Description of the task: For the listing below, give the number of lines that include "bottom" and add nothing to it.

Data to use:
────────────────────

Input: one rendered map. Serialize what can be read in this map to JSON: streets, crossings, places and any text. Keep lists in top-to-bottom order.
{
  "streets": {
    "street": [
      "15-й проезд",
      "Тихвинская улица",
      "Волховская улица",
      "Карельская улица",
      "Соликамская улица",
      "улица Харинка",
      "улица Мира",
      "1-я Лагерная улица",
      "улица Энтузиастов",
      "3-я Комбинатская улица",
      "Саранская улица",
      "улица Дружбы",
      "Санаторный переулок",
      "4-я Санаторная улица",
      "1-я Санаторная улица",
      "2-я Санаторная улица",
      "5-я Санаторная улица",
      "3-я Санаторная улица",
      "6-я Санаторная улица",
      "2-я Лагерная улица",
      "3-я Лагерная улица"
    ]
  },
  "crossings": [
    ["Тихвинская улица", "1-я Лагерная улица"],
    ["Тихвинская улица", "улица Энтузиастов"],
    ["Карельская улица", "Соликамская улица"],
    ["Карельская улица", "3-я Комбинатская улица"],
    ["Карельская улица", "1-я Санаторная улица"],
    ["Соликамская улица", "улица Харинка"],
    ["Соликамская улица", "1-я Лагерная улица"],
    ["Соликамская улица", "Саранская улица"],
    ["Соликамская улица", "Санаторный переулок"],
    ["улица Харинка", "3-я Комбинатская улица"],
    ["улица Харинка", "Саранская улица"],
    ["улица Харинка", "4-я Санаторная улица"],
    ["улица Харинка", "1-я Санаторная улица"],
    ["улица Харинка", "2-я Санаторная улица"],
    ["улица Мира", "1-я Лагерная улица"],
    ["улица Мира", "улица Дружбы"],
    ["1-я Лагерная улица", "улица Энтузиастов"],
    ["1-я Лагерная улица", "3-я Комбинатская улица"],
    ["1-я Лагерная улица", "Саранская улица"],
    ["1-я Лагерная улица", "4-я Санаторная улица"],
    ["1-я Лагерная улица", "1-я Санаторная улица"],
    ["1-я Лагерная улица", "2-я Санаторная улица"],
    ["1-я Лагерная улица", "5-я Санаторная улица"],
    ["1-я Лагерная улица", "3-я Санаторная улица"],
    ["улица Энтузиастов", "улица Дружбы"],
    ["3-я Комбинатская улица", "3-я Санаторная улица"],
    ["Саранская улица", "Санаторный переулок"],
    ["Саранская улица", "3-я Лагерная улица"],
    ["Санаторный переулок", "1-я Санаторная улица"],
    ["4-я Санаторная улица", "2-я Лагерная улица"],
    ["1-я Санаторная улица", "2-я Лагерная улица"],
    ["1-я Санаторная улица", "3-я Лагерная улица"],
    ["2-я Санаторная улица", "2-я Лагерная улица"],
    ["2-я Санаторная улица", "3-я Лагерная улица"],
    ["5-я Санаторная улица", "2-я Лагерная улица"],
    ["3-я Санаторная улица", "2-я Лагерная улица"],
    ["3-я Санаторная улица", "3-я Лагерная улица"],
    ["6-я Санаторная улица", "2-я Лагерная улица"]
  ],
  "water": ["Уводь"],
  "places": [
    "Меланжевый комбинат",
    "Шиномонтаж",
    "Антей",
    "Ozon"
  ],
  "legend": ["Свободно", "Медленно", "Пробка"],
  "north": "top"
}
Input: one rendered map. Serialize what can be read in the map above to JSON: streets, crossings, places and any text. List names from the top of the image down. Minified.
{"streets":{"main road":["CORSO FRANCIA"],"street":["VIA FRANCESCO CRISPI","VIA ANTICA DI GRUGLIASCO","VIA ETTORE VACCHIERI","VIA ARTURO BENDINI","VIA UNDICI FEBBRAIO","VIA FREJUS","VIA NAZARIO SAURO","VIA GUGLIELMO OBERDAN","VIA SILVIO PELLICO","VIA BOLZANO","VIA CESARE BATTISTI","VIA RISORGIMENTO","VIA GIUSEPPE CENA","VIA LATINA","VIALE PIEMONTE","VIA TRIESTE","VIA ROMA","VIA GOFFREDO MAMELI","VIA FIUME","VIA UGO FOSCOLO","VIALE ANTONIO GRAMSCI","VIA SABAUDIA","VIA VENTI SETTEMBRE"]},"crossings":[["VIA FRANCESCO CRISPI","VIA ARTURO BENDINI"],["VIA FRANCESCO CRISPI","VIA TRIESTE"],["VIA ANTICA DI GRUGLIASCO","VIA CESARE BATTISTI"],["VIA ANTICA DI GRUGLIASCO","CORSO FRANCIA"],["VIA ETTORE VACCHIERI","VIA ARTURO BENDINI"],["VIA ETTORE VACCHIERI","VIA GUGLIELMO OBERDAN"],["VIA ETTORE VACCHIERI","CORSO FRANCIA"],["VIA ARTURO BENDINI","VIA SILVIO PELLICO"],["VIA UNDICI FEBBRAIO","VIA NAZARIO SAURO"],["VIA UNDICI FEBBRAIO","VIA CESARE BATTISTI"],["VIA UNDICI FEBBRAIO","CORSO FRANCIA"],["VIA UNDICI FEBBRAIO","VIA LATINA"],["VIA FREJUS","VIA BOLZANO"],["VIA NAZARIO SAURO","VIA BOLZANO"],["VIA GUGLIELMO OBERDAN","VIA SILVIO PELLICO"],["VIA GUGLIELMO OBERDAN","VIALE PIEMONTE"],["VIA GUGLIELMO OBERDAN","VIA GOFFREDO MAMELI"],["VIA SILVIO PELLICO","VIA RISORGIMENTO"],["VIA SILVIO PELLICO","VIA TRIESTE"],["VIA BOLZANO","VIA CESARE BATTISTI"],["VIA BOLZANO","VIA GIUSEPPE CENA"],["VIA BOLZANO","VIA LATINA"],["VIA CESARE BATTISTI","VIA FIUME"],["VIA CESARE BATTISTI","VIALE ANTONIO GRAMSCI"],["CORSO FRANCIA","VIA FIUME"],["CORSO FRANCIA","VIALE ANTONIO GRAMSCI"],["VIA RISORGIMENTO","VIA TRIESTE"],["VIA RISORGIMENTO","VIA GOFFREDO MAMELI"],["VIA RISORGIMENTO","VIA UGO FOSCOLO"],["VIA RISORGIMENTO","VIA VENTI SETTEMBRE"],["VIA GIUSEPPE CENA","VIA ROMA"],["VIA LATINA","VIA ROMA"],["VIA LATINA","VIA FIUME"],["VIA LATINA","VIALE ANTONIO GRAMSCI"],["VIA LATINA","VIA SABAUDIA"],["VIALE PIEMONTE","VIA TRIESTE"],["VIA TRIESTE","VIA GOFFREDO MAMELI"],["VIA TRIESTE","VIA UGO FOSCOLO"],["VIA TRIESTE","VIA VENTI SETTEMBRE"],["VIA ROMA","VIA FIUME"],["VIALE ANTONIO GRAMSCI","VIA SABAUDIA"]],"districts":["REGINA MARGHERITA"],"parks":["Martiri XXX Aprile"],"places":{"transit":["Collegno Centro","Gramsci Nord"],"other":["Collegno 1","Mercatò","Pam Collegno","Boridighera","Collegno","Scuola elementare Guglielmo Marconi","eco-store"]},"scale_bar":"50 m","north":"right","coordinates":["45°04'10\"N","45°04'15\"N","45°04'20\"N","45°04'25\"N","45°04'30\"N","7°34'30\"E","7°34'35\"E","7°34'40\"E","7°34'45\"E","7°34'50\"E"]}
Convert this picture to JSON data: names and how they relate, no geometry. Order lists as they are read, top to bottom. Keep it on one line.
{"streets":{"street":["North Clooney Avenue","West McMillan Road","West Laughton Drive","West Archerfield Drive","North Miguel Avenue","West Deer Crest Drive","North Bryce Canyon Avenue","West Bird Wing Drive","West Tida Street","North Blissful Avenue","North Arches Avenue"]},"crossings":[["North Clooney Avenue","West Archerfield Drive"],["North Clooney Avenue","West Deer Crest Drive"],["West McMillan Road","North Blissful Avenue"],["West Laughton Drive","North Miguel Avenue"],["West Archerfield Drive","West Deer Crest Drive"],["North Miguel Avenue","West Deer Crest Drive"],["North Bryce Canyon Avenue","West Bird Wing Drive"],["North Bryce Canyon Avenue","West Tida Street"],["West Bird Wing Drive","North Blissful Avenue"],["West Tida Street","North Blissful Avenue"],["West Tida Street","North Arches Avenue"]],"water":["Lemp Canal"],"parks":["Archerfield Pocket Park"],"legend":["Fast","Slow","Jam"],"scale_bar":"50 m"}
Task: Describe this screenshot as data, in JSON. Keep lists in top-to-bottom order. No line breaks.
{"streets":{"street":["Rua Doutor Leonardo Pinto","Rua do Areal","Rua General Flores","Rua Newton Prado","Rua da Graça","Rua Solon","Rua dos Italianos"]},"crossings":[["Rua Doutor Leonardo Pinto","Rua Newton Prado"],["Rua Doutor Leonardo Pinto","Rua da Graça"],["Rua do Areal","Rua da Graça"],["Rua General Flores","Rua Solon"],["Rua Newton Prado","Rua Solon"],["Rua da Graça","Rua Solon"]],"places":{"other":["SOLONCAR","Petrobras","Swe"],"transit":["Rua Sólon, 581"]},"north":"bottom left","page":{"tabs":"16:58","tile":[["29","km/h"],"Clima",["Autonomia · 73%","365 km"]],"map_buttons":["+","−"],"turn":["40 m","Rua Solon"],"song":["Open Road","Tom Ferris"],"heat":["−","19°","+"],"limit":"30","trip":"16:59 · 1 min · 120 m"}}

────────────────────

Exercise answer: 4